Saved data entries:
· · · · ·
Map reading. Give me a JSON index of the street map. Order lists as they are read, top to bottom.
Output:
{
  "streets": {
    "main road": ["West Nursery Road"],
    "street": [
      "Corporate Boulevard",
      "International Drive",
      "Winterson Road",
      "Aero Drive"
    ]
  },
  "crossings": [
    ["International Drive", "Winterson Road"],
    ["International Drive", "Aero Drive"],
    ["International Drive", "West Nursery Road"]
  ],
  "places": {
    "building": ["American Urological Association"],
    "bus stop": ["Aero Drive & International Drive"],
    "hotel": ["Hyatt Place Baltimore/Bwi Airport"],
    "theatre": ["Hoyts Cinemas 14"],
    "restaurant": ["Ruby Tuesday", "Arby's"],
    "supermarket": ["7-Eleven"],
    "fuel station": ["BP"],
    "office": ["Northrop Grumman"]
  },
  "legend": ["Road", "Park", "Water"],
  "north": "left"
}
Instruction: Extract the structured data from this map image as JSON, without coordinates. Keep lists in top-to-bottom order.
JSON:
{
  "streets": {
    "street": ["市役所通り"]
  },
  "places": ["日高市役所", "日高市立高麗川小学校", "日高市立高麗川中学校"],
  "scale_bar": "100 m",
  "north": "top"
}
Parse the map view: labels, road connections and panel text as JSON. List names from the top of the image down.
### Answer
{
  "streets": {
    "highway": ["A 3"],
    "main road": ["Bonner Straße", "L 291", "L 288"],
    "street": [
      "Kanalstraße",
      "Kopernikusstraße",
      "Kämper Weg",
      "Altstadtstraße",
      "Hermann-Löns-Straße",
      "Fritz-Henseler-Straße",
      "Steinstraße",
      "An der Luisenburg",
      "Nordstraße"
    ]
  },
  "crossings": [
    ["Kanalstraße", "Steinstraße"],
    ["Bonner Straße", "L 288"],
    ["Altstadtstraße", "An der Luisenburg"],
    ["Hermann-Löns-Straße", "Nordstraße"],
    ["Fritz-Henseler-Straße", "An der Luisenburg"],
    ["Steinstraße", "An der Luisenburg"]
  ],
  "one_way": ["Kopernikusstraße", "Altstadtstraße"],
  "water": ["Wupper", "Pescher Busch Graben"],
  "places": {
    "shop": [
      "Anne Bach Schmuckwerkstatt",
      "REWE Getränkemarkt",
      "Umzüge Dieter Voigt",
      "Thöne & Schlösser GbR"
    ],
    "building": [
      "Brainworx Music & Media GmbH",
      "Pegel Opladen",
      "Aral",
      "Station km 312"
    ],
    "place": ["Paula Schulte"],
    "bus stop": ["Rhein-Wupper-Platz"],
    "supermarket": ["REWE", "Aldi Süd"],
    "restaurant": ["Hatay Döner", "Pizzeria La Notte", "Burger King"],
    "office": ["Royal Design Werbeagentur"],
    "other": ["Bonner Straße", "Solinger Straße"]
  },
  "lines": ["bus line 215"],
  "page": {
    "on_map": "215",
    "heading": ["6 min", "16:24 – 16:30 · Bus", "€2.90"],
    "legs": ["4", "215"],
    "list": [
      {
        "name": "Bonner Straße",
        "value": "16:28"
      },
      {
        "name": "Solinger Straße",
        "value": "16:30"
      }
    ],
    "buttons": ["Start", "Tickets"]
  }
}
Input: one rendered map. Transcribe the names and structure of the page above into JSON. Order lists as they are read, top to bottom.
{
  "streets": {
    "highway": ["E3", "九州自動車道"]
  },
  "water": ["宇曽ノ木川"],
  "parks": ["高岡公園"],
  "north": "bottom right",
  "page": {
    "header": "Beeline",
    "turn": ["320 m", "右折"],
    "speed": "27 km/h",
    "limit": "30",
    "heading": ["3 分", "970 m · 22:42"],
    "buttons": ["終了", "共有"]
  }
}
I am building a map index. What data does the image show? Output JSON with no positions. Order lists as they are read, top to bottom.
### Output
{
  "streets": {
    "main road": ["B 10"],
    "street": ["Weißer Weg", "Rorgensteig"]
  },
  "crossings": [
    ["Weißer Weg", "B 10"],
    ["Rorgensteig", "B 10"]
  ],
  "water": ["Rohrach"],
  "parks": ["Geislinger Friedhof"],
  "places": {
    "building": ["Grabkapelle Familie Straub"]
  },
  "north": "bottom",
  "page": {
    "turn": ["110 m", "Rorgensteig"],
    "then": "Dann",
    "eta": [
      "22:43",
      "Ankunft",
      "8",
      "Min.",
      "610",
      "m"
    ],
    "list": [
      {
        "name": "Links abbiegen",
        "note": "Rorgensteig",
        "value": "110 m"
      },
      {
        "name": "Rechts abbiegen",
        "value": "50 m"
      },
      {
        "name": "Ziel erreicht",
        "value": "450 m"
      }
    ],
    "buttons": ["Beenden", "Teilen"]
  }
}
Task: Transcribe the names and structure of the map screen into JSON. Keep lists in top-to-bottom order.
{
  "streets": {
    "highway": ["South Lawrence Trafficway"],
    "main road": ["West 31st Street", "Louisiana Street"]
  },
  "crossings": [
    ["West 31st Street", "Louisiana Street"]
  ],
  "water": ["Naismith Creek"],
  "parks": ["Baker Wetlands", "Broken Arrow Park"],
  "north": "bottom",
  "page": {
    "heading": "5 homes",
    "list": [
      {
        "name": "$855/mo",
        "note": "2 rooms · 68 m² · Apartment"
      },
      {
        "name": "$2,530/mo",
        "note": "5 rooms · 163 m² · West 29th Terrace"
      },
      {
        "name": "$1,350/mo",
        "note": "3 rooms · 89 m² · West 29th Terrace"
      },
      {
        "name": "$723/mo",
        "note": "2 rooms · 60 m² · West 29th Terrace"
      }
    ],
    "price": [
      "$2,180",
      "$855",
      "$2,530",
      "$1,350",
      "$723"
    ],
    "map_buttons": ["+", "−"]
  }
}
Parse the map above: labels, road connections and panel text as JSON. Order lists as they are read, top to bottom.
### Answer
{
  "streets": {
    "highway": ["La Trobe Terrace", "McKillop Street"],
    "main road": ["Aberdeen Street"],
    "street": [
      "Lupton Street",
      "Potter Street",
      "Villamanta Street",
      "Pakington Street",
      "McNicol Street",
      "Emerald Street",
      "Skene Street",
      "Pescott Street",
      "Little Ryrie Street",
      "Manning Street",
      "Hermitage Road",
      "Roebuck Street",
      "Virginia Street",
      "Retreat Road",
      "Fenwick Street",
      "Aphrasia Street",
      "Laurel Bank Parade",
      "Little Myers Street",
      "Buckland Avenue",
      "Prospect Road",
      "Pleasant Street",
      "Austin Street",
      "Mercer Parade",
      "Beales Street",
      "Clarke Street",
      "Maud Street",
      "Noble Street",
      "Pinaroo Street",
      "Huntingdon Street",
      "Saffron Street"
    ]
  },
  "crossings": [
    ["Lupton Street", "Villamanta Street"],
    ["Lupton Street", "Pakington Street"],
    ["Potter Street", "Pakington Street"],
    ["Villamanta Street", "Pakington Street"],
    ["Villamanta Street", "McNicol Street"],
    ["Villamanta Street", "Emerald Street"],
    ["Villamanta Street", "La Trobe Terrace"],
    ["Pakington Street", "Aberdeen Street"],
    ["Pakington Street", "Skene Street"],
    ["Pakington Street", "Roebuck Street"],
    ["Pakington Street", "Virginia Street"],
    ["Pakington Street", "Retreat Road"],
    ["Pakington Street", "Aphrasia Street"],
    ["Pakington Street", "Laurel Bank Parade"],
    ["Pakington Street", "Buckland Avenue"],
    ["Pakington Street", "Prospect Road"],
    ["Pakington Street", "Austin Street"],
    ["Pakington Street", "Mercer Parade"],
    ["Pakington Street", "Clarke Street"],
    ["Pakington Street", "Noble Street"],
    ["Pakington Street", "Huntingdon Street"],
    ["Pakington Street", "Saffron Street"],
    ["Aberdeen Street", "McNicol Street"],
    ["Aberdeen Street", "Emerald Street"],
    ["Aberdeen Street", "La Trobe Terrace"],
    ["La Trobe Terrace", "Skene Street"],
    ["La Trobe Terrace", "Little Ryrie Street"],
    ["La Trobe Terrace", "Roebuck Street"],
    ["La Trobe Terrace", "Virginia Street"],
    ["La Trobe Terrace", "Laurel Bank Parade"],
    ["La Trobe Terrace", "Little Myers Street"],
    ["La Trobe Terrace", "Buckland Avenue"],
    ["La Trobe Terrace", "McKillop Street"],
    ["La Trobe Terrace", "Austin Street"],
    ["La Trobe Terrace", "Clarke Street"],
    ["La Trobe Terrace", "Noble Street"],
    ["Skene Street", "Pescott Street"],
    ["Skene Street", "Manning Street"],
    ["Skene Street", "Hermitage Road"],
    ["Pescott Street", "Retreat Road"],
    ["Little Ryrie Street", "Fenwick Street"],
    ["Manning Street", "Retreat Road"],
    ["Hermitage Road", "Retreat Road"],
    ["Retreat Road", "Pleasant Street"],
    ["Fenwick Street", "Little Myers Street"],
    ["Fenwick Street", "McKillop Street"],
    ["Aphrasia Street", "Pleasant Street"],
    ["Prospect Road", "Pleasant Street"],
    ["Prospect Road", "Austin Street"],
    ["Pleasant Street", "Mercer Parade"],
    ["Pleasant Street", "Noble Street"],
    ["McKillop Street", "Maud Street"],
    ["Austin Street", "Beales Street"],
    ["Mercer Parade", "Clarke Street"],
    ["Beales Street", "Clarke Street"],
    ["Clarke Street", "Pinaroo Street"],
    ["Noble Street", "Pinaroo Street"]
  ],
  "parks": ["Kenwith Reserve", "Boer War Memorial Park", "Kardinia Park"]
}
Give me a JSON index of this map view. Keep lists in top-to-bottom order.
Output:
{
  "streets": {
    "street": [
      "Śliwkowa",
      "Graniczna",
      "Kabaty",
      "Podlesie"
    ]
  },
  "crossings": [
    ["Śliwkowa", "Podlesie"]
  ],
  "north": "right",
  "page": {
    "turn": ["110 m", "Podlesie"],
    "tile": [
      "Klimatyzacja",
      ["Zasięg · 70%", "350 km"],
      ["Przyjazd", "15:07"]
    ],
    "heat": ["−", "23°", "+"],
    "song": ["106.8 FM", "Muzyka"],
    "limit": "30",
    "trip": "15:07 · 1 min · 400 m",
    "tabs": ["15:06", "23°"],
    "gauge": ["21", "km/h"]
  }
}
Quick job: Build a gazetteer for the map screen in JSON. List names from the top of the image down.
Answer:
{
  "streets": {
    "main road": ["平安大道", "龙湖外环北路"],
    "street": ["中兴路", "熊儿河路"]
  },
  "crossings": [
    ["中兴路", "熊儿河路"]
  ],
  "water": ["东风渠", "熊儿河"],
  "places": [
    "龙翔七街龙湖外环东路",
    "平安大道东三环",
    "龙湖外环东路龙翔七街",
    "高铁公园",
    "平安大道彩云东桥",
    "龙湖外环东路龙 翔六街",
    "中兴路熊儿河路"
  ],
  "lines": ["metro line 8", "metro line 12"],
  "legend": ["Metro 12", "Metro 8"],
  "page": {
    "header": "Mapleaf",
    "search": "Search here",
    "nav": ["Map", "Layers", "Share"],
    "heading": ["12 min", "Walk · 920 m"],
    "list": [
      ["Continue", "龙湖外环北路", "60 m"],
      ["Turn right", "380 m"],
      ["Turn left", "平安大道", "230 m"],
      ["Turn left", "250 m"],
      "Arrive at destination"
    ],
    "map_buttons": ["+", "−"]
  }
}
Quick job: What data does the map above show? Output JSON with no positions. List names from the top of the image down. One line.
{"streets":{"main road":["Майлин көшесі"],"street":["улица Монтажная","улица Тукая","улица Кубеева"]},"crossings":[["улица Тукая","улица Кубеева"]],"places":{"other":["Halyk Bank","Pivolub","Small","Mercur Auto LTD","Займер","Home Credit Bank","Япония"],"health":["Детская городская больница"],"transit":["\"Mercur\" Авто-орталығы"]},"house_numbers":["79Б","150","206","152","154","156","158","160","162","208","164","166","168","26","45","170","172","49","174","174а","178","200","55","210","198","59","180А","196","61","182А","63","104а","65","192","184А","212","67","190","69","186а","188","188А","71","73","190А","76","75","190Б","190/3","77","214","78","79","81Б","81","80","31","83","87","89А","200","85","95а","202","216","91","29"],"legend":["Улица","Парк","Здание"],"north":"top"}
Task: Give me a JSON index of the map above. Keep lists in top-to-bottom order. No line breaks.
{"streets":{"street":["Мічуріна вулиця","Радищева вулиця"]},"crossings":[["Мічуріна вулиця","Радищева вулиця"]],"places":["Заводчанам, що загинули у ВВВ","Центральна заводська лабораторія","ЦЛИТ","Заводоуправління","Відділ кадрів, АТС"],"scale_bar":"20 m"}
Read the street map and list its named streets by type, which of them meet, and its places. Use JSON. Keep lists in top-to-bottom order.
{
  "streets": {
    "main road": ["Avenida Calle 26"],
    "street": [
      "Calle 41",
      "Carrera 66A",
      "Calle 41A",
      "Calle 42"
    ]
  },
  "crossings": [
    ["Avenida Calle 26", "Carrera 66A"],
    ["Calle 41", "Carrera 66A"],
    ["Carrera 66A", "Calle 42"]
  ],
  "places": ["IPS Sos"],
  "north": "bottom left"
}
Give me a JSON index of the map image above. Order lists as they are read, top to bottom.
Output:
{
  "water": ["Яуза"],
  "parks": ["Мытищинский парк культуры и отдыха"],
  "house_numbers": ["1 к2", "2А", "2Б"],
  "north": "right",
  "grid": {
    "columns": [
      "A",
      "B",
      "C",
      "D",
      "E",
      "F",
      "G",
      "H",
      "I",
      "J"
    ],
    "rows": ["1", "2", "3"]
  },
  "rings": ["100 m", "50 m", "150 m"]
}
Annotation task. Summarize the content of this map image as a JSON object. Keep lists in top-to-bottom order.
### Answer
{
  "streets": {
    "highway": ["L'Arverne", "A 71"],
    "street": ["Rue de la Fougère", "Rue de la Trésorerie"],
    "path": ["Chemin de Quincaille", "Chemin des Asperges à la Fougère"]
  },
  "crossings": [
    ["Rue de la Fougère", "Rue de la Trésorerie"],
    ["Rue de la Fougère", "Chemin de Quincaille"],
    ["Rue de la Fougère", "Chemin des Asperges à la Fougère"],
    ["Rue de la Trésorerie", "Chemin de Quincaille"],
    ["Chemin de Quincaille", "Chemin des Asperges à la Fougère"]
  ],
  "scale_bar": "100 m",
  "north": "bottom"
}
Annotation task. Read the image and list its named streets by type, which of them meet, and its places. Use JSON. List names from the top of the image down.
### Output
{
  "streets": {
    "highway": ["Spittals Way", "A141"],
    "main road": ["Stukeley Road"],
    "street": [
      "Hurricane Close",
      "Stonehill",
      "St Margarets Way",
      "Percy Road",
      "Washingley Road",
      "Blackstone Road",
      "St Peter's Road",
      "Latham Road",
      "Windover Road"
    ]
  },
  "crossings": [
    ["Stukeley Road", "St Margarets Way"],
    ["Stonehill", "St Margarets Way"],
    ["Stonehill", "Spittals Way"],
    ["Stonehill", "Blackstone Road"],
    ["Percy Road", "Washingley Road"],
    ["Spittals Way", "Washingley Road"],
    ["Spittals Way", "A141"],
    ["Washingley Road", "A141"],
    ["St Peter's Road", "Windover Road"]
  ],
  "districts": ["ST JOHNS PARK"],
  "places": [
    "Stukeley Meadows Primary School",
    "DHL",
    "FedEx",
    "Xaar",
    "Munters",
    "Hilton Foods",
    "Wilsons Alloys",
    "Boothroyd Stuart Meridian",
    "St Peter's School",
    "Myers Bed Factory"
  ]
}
· · · · ·
THE TASK:
Check each line above for the string "Wupper" and return those that contain it.

TASK RESPONSE:
  "water": ["Wupper", "Pescher Busch Graben"],
    "bus stop": ["Rhein-Wupper-Platz"],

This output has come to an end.